Drosophila melanogaster: A model to observe behavioral effects of mutated Foxp

FOXP syndrome is a neurodevelopmental disorder that can cause movement deficiencies and abnormal behavioral traits. Defects in FOXP production can cause defects in motor skills and daily behaviors in Drosophila. In common movement disorders, such as Huntington’s disease and Chorea, tetrabenazine has been used as a possible drug, as it is a common drug used to help alleviate such symptoms. Cyrene was used to dissolve the drug, tetrabenazine, rather than DMSO because it is a much safer and greener option. Additionally, Cyrene was used as a possible control group for the Drosophila to determine if Cyrene itself had effects on the Drosophila’s behavior. We hypothesized that the tetrabenazine treatment would lead to an improvement in the motor skill assays compared to the untreated group. We performed three different assays to assess motor skills: larval crawling, negative geotaxis, and courting behaviors.
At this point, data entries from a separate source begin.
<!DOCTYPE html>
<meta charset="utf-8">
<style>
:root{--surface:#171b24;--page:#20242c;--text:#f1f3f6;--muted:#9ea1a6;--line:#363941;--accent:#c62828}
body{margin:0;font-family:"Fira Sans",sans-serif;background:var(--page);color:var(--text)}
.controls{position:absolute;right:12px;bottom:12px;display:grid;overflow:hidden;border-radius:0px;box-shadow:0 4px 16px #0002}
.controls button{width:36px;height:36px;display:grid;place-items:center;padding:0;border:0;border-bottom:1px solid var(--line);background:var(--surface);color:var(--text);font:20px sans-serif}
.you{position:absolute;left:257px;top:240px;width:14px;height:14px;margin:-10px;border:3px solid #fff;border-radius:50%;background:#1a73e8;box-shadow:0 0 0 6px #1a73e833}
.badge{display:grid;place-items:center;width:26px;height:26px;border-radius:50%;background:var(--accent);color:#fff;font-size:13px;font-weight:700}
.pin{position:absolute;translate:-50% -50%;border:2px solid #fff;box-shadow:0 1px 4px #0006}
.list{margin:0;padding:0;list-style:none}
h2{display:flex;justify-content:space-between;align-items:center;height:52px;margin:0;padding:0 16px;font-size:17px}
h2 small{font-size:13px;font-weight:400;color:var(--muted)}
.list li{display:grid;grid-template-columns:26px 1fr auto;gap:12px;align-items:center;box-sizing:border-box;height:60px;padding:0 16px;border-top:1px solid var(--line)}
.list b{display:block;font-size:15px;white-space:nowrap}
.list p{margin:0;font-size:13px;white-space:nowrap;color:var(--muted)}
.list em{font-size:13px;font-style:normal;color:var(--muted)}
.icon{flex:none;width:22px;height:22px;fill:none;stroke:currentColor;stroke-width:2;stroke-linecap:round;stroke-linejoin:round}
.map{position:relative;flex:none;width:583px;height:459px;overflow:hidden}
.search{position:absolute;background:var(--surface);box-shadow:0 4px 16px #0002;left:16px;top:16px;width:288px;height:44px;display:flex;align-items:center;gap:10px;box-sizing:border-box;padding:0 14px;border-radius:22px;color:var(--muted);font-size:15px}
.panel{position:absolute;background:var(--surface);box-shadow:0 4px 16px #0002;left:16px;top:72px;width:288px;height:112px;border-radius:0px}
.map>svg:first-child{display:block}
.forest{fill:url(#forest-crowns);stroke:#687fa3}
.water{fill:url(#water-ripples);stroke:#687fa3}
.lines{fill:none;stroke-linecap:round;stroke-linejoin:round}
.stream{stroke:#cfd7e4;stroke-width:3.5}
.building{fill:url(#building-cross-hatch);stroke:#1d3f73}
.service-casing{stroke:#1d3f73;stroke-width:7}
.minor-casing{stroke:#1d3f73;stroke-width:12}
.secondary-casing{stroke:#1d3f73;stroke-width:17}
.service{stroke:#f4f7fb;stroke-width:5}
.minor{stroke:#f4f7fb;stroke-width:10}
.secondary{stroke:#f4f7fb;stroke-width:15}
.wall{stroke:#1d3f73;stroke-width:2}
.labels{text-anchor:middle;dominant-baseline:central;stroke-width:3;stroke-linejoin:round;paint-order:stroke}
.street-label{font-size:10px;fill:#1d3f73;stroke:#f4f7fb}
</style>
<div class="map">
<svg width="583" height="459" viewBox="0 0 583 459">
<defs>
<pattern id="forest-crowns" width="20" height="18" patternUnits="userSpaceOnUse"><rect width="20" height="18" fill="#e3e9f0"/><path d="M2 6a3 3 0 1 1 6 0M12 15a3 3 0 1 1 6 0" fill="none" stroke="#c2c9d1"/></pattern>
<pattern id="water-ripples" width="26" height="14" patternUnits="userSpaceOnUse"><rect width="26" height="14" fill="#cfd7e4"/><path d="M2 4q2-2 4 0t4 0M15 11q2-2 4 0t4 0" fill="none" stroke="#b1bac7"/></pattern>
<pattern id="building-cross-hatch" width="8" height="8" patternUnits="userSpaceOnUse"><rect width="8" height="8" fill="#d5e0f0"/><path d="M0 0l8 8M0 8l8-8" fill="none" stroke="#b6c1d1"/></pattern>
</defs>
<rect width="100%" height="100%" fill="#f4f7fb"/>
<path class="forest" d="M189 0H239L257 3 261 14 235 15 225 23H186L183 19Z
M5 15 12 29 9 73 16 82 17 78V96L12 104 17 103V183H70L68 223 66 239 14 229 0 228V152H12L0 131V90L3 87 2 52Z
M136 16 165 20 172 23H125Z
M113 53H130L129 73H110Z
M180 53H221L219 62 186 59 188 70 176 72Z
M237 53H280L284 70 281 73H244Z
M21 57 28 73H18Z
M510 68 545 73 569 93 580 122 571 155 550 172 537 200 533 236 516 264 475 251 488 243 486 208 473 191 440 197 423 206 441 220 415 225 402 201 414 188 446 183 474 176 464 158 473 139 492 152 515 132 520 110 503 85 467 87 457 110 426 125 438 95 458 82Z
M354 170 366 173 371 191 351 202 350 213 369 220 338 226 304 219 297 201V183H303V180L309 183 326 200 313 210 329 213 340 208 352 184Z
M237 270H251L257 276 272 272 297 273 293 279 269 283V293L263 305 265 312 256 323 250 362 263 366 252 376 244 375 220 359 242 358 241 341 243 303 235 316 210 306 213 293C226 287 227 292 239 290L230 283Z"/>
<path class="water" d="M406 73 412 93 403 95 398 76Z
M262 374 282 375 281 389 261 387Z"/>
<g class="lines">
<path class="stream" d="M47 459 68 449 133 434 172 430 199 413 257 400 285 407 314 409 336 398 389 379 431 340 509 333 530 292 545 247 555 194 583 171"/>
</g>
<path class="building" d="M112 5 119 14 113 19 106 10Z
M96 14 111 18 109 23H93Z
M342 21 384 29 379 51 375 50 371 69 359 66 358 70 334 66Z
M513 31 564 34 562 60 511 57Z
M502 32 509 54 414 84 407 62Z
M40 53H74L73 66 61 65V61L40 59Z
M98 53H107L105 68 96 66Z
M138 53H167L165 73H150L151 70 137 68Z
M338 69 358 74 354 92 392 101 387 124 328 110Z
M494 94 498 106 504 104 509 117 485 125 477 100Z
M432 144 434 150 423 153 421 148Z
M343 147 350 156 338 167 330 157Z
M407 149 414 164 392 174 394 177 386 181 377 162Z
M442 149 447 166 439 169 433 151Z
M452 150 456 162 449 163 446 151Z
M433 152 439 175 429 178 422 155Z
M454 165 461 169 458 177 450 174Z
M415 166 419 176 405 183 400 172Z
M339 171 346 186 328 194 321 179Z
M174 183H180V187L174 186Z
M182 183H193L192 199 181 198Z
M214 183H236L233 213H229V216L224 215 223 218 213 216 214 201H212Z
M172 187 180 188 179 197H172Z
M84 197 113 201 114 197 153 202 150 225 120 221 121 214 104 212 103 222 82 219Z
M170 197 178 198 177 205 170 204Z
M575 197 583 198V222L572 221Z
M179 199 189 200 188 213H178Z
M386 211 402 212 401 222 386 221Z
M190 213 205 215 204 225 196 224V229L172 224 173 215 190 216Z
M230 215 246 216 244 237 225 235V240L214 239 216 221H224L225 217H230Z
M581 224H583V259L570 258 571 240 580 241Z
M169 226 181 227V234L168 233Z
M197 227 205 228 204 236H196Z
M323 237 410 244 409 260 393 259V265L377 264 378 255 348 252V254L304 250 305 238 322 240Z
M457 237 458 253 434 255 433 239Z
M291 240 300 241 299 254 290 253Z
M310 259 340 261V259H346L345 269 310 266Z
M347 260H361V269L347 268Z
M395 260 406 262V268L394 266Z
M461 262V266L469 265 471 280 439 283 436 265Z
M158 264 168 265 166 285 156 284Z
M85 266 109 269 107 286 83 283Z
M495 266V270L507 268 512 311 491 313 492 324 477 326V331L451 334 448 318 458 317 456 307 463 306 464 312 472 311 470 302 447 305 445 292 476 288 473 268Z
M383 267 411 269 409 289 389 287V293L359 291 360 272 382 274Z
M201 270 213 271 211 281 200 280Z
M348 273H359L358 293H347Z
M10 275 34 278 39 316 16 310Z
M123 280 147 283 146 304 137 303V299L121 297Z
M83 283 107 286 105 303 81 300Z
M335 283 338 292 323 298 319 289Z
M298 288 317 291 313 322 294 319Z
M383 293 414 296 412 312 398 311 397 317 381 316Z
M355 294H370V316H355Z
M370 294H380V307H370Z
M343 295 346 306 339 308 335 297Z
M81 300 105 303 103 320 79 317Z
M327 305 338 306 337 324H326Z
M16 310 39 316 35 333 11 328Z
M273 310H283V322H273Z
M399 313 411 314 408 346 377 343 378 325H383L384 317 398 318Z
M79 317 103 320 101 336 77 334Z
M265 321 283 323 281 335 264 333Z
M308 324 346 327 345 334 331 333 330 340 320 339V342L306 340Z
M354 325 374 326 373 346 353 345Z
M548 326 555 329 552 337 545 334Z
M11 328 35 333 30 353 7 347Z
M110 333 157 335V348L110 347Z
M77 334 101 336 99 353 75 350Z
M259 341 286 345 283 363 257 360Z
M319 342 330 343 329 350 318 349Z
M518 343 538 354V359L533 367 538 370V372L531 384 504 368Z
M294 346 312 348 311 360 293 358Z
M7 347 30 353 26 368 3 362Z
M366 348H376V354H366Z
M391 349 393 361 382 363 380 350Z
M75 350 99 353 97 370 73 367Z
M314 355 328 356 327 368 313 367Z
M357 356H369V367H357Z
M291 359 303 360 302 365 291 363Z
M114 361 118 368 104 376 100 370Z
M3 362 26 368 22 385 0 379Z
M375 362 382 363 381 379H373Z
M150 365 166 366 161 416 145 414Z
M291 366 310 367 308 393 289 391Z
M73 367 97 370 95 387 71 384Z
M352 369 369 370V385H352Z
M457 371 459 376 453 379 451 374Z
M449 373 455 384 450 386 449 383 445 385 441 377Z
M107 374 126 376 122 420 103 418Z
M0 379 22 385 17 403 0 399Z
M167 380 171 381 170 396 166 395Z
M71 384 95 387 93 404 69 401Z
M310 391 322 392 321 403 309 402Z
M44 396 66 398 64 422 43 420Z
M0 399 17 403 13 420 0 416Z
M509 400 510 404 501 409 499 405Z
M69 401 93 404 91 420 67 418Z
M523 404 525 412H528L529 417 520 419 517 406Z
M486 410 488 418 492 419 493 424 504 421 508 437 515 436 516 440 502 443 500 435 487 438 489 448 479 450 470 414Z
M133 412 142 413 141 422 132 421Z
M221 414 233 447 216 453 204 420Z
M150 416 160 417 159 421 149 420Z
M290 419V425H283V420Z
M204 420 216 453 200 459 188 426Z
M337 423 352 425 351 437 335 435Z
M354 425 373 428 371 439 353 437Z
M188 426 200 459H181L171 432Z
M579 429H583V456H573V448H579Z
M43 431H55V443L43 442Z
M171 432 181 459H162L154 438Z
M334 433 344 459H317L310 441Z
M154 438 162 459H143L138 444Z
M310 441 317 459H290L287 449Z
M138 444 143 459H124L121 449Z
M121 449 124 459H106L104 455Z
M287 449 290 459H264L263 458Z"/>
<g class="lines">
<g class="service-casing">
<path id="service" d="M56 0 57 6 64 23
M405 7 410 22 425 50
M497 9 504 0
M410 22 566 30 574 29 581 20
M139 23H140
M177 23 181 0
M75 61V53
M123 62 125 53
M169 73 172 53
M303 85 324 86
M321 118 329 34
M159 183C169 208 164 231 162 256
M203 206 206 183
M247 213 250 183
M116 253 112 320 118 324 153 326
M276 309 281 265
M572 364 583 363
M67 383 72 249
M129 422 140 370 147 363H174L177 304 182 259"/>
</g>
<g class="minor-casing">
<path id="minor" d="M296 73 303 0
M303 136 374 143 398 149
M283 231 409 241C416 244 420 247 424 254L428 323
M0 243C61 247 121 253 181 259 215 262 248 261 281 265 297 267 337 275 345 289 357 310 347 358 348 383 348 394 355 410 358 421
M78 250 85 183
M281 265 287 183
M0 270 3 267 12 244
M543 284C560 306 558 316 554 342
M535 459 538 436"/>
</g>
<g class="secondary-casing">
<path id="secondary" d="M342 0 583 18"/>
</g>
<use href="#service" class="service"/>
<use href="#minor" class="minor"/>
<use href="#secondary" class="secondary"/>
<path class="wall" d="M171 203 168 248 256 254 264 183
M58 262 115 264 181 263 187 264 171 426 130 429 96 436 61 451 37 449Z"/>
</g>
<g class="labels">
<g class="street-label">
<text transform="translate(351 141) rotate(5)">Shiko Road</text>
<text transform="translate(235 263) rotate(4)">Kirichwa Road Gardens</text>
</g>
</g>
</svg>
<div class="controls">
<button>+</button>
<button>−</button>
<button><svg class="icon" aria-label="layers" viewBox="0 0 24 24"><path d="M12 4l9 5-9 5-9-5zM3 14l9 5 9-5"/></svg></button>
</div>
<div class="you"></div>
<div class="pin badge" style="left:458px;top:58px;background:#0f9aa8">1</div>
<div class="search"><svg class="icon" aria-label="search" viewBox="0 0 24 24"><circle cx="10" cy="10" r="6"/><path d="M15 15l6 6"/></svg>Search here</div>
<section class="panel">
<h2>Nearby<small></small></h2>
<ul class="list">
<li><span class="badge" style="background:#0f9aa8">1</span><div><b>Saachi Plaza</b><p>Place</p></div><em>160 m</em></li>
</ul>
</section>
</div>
In the larval crawling assay, the tetrabenazine treated mutant larvae crossed fewer gridlines than the untreated larvae. In the negative geotaxis assay, both the treated mutant and wild-type populations saw an increase in the time to reach the top of the vials, meaning they got slower. In the courtship assay, when treated, the amount of time to exhibit the mating behaviors decreased or stayed the same for both treated mutant and wild-type populations. Overall, we saw that the treatment did work for some assays but not for others. Further research is needed to solidify the significance of the varying results.